Figure 5. IDO1 deficiency reduced IL-17a and downstream cytokines during Liver fibrosis

(A) Quantitative real-time PCR analysis to detect IL-17a mRNA in the liver tissues of WT and IDO1^–/– mice. (B) Western blot analysis of the expression of IL-17a in the livers of WT and IDO1^–/– mice. (C) Immunofluorescence analysis to detect the expression of IL-17a in the livers of WT and IDO1^–/– mice. (D) ELISA evaluating the serum IL-17a level in mice. (E) Western blot analysis of the expression of STAT3 in the livers of WT and IDO1^–/– mice. (F) Quantitative real-time PCR analysis to detect IL-6, TGF-β1, TNF-α and IL-1β mRNA in the liver tissues of WT and IDO1^–/– mice. The data are presented as the means ± SEM (*P < 0.05, **P < 0.01, ***P < 0.001, ****P < 0.0001).

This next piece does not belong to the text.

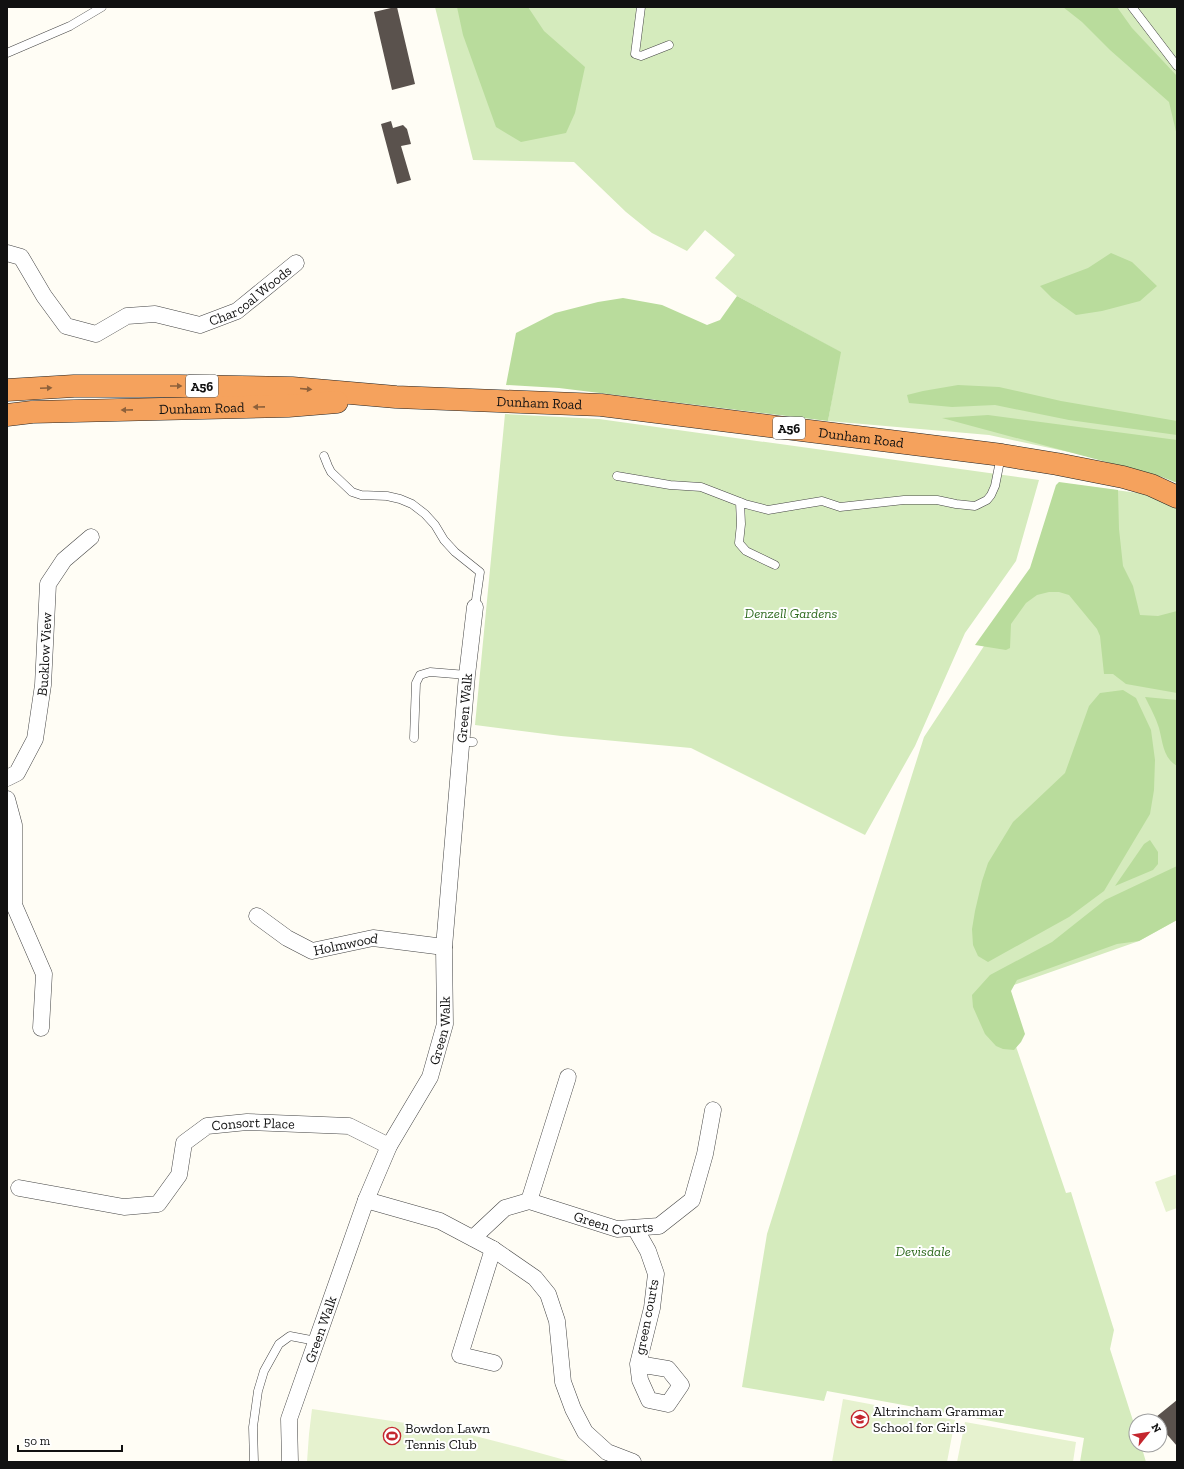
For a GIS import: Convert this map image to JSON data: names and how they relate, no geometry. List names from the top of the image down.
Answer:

Figure 6. A model depicting the key role of IDO1 deficiency in the pathogenesis of CCl₄-induced liver fibrosis

After treatment with CCl₄, TDO in liver was increased under the condition of IDO1 deficiency. The compensation of TDO can degrade TRP, the depletion of which activates GCN2 kinase, subsequently suppressing the proliferation of both CD8+ cells and Th17 cells. Liver lesions are ameliorated due to less hepatocyte damage induced by CD8+ cells. HSCs can be activated by cytokines, including IL-6, IL-1β, TNF-α and TGF-β1, that are secreted by Kupffer cells under stimulation with Il-17a. Consequently, IDO1 deficiency protects mice from CCl₄-induced fibrosis mediated by Th17 cells and TDO compensation.